Tuesday, June 17, 2014

Ecolabs (ECL) 2014 Review

Ecolab Inc. (ECL) develops and markets chemicals and services for cleaning, pest elimination, sanitizing and maintenance to the hospitality, institutional and industrial markets. The company has grown its profits and dividends 11-13% over the last 10 years while earning an 11-20% return on equity. ECL has managed an increase in earnings and dividends through the most adverse economic environment and should continue to grow at an above average pace as a result of:

(1) the company’s exposure to the international market, in particular emerging markets, which is expanding at an above average pace,

(2) industry leading technology and aggressive product innovation,

(3) acquisitions,

(4) aggressive cost containment, including divest low return operations

Negatives:

(1) ECL is in a highly competitive industry,

(2) fluctuations in raw material costs,

(3) integration costs from acquisitions,

(4) fluctuations in currency exchange rates.
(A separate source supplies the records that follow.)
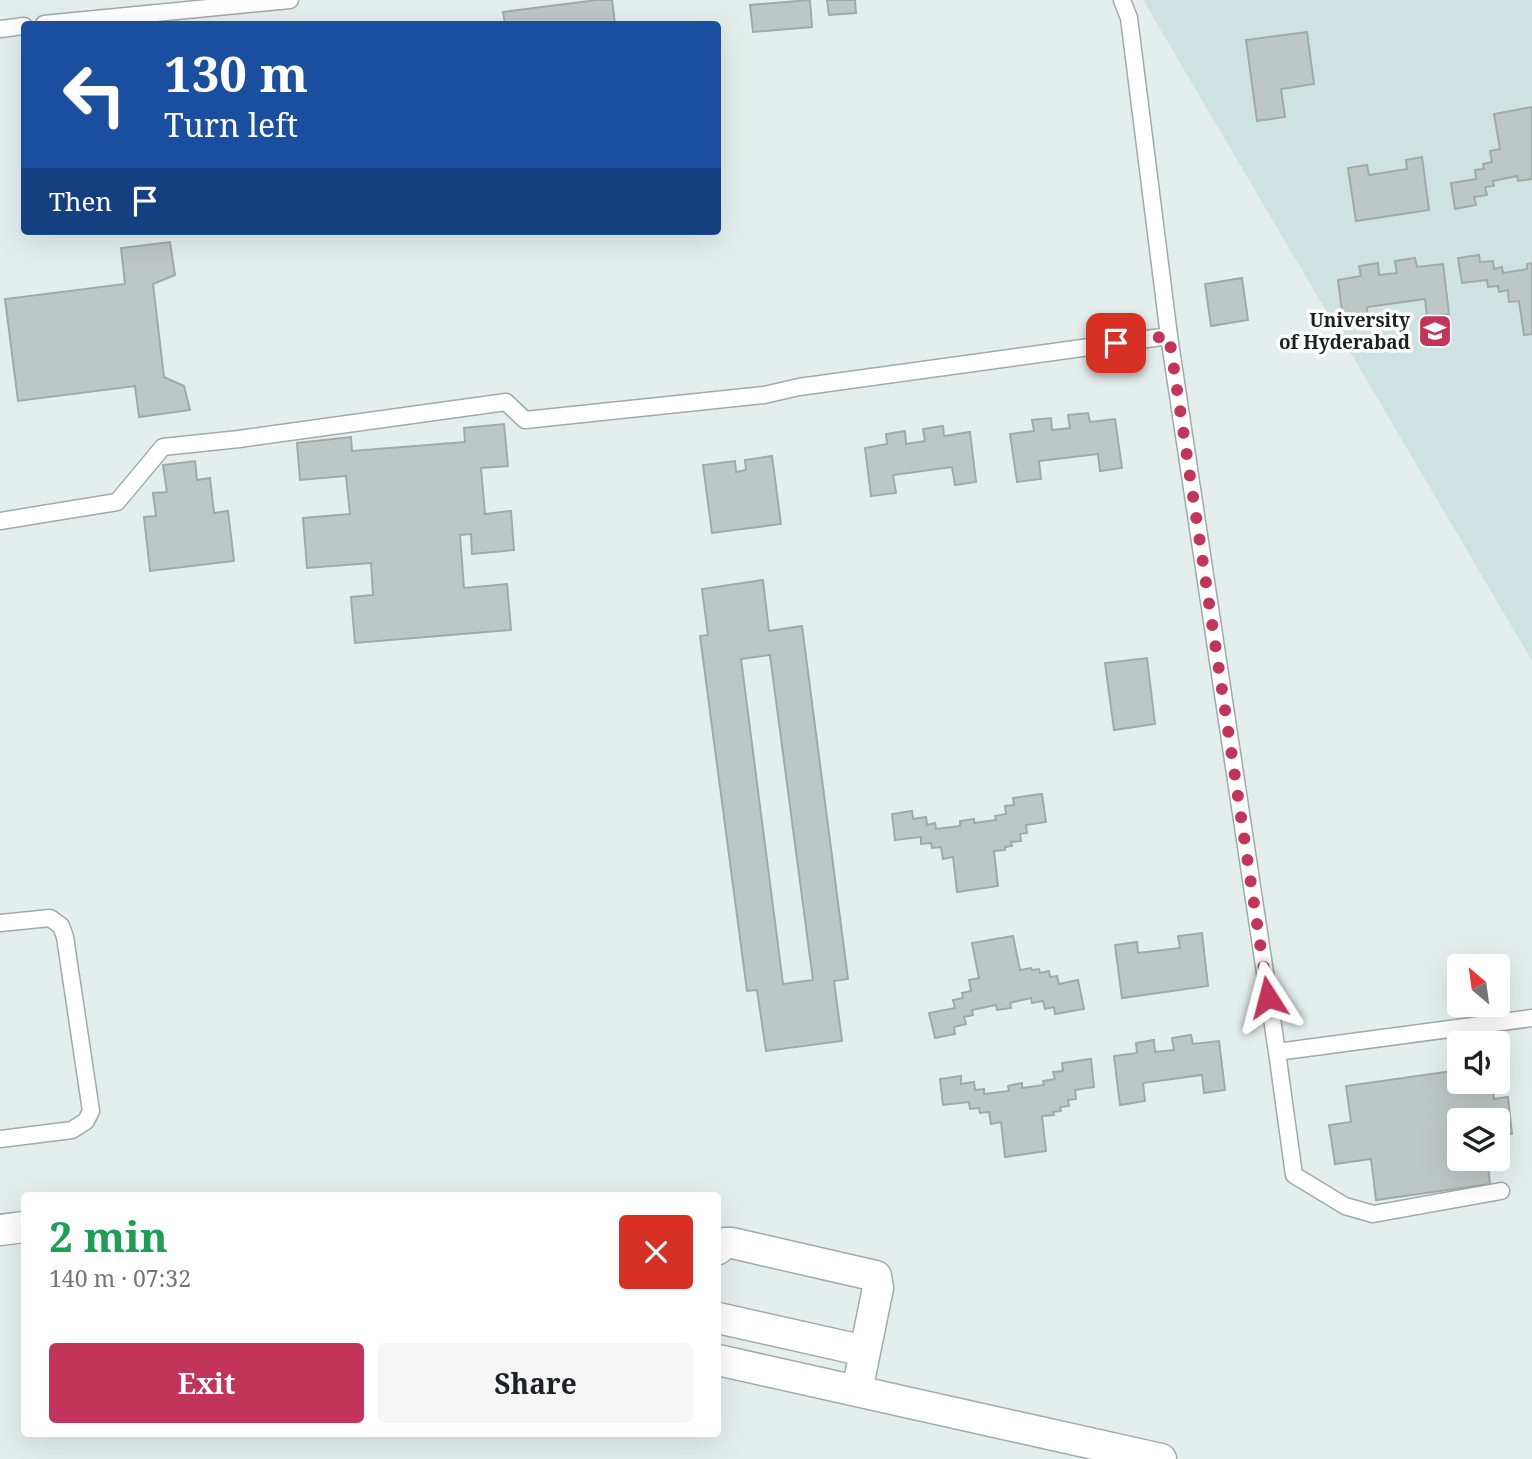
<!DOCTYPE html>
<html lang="en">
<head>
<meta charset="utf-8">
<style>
  body { margin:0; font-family:"Noto Serif",serif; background:#f6f6f6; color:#202124; height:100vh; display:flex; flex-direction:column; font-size:26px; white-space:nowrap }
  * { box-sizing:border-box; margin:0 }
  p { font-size:23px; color:#757577 }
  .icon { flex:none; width:38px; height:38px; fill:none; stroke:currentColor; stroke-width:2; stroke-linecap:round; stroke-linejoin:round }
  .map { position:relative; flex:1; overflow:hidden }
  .sheet { position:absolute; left:21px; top:1192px; width:700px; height:245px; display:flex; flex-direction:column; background:#fff; border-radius:7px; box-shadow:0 7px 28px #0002 }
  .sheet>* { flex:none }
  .top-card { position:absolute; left:21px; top:21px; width:700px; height:214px; border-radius:7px; box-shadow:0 7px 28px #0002; background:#1a4fa0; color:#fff; overflow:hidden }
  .needle { width:46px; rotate:331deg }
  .fabs { position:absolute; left:1447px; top:954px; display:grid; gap:14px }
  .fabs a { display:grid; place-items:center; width:63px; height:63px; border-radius:7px; background:#fff; box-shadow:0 7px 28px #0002; font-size:35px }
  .pin { position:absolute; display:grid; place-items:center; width:60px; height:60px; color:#fff; margin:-30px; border-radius:14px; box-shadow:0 4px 10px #0006 }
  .me { position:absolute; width:77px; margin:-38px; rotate:351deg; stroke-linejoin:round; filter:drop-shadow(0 0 5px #0008) }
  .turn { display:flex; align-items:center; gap:24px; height:147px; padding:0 28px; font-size:32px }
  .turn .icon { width:91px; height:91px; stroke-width:2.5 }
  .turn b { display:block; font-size:49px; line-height:60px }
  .then { display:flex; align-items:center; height:66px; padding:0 28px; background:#0003; gap:14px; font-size:26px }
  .round { display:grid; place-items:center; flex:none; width:74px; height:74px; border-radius:7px; background:#f6f6f6 }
  .overview { display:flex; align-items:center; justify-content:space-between; height:119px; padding:0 28px }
  h1 { font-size:42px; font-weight:700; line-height:52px; color:#1e9e55 }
  .primary-button { display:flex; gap:14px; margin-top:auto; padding:14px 28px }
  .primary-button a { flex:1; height:80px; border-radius:7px; background:#c3345b; color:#fff; font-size:28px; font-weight:700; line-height:80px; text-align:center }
  .primary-button a+a { background:#f6f6f6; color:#202124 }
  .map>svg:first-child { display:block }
  .built { fill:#cee3e1 }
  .building { fill:#bdc7c6; stroke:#a0aaa9; stroke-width:2; fill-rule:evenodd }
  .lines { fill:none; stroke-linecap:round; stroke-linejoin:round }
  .lane-casing { stroke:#a0aaa9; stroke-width:19 }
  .street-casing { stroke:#a0aaa9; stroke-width:33 }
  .lane { stroke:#fff; stroke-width:16 }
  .street { stroke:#fff; stroke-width:30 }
  .route { stroke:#c3345b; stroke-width:12; stroke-dasharray:0 21.6 }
  .labels { text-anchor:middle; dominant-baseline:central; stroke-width:7; stroke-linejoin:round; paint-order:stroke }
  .poi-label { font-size:19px; font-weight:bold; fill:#1c201f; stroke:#fff; text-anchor:end }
</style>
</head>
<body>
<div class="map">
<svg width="1532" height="1459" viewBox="0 0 1532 1459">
  <rect width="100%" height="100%" fill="#e4efed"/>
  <path class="built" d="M1143 0H1532V661Z"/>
  <path class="building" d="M597 0H612L615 24H505L503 12Z
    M810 0 812 27 753 32 750 5Z
    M827 0H855L856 13 829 15Z
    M1307 32 1314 84 1281 89 1285 117 1257 121 1246 40Z
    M1532 107V179L1518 181 1517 176 1493 181 1494 186 1485 187 1487 195 1474 197 1476 205 1455 209 1451 183 1476 179 1475 170 1484 169 1483 164 1492 162 1490 151 1500 149 1494 114Z
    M1422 157 1429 210 1356 221 1348 168 1367 165 1369 175 1407 169 1406 160Z
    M170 242 175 275 153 284 164 377 184 386 190 410 139 417 135 386 18 401 5 299 125 284 121 248Z
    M1479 255 1480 262 1493 261 1494 269 1502 267 1503 273 1527 269V264L1532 263V334L1524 335 1519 301 1509 302 1508 290 1499 292 1498 286 1488 287 1487 280 1462 283 1458 258Z
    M1415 258 1417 267 1443 264 1449 314 1427 316 1425 299 1367 307 1368 324 1344 327 1338 280 1361 276 1359 266 1378 263 1379 275 1397 273 1395 261Z
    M1242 278 1248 320 1211 326 1205 284Z
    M1088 413 1090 422 1115 419 1122 468 1100 471 1098 454 1039 461 1041 479 1017 482 1010 434 1034 431 1032 420 1051 418 1052 430 1070 428 1068 415Z
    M504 424 508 466 481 468 485 514 511 511 514 550 472 554 471 534 460 535 464 588 507 584 511 630 355 643 351 597 373 595 371 563 307 568 303 518 350 514 346 476 300 480 297 443 351 437 352 451 465 442 464 428Z
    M943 426 944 436 970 432 976 482 955 485 952 467 893 475 896 493 871 496 865 448 887 444 886 434 905 431 906 444 925 441 923 429Z
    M772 456 781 524 712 533 703 465 735 461 736 472 746 470 745 460Z
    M195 461 197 480 210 478 214 513 228 511 234 561 150 571 144 517 156 516 153 493 167 492 163 465Z
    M763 580 769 631 802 626 848 979 834 981 842 1041 766 1051 757 990 747 991 700 636 708 635 702 589ZM770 655 813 980 783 984 741 659Z
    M1147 658 1155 724 1114 730 1105 663Z
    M1042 794 1046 822 1026 825 1027 833 1020 834 1021 841 1011 842 1012 846 1005 847V850L994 851 998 886 957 892 953 857 943 859 941 847 932 848 931 843 921 844V837L895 840 892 814 912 811 913 819 926 817 927 825 935 823 936 829 960 826V821L974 819V823L996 820 995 816 1006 814 1005 806 1014 805 1013 798Z
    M1202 933 1208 986 1122 998 1115 945 1137 942 1138 953 1180 948 1178 936Z
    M1013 936 1020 970 1031 968 1032 970 1039 969 1040 973 1049 971 1050 977 1057 976 1059 984 1078 980 1084 1009 1055 1014 1054 1007 1045 1009 1043 1001 1032 1003 1031 998 1010 1003 1011 1008 997 1010 996 1005 972 1010 973 1015 964 1017 966 1024 954 1027 955 1034 935 1038 929 1013 955 1008 953 1000 963 998 962 993 971 991 969 980 979 978 972 943Z
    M1191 1035 1193 1044 1219 1041 1225 1090 1204 1093 1202 1075 1143 1083 1145 1101 1120 1105 1114 1056 1137 1053 1136 1043 1154 1040 1155 1052 1174 1050 1172 1038Z
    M1091 1059 1094 1087 1075 1090 1076 1099 1068 1100 1069 1106 1060 1107 1061 1111 1053 1112 1054 1115 1042 1116 1046 1151 1005 1157 1001 1122 991 1124 989 1112 980 1113 979 1108 970 1109 969 1102 943 1105 940 1079 961 1076V1084L974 1082 975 1090 984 1089V1094L1009 1091 1008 1086 1022 1083V1088L1044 1085 1043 1081 1055 1079 1053 1072 1063 1071 1062 1063Z
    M1460 1070V1082H1492L1494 1099 1508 1097 1512 1134 1498 1136V1120H1460V1158H1487L1490 1184 1376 1200 1371 1159 1335 1164 1329 1125 1351 1122 1346 1086Z"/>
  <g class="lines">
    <g class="lane-casing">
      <path id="lane" d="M1122 0 1129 18 1169 336 1277 1052 1532 1018
        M44 24 290 0
        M0 29 24 26
        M0 521 117 502 163 447 239 439 506 402 525 420 764 395 799 387 1169 336
        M0 923 50 918 61 926 65 937 91 1111 86 1121 72 1130 0 1139
        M1277 1052 1294 1175 1345 1206 1373 1214 1501 1191"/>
    </g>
    <g class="street-casing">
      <path id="street" d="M0 1230 24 1227
        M718 1249 725 1243H732L876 1276 878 1288 857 1391
        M718 1318 865 1351
        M718 1360 1161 1459"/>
    </g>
    <use href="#lane" class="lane"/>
    <use href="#street" class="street"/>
  </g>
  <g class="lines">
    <path class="route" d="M1116 343 1169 336 1268 997"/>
  </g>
  <defs>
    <g id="university-square" transform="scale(1.75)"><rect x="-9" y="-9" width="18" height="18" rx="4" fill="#c3345b" stroke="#fff"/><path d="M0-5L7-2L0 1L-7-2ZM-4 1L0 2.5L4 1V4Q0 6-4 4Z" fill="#fff"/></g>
  </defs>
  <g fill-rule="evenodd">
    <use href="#university-square" x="1435" y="331"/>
  </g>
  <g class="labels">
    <g class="poi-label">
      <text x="1410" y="320">University<tspan x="1410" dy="22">of Hyderabad</tspan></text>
    </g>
  </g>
</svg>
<div class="fabs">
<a><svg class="needle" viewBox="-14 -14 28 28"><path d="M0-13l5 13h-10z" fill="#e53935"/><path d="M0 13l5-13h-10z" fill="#757577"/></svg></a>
<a><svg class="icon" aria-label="sound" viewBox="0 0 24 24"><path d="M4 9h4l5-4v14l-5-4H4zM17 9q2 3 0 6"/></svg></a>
<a><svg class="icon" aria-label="layers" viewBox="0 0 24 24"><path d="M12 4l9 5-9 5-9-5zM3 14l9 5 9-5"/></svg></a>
</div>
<div class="pin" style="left:1116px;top:343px;background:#d93025"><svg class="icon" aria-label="arrive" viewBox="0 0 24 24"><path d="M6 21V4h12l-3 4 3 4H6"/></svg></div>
<svg class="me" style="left:1268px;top:997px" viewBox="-20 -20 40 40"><path d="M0-17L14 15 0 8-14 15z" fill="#c3345b" stroke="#fff" stroke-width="4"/></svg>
<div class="top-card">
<div class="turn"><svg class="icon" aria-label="left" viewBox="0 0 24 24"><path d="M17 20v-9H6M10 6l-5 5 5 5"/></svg><div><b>130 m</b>Turn left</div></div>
<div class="then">Then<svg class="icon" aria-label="arrive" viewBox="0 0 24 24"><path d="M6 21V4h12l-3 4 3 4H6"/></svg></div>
</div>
<section class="sheet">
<div class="overview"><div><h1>2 min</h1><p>140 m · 07:32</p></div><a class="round" style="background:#d93025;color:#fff"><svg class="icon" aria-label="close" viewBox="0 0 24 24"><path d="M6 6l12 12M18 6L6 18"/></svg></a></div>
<div class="primary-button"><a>Exit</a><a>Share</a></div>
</section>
</div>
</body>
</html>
ECL is rated A by Value Line, has a debt/equity ratio of 49%, its stock yields 1.1%.

Statistical Summary

                 Stock       Dividend       Payout      # Increases  
                Yield      Growth Rate     Ratio       Since 2004

ECL           1.1%          12%             27%             10
Ind Ave      1.7              9                 29               NA 

                Debt/                        EPS Down       Net        Value Line
                Equity         ROE      Since 2004      Margin       Rating

ECL          49%            15%            0                 9%            A
Ind Ave     32               17             NA                9             NA
  
    Chart

            Note: ECL made great progress off its March 2009 low, quickly surpassing the downtrend off its September 2008 high (straight red line) and the November 2008 trading high (green line).  Long term, the stock is in an uptrend (blue lines).  Intermediate term, it is an uptrend (purple lines).  Short term, it recently broke its uptrend (brown line).  The wiggly red line is the 50 day moving average.  Until recently, the Aggressive Growth Portfolio owned a 50% position in ECL, having Sold Half in early 2013.  In our latest review of the company, it failed to meet the financial criteria for inclusion in the Aggressive Growth Universe.  Therefore, it was Sold.  ECL still qualifies for inclusion in the Dividend Growth Universe; but the Dividend Growth Portfolio does not own this stock.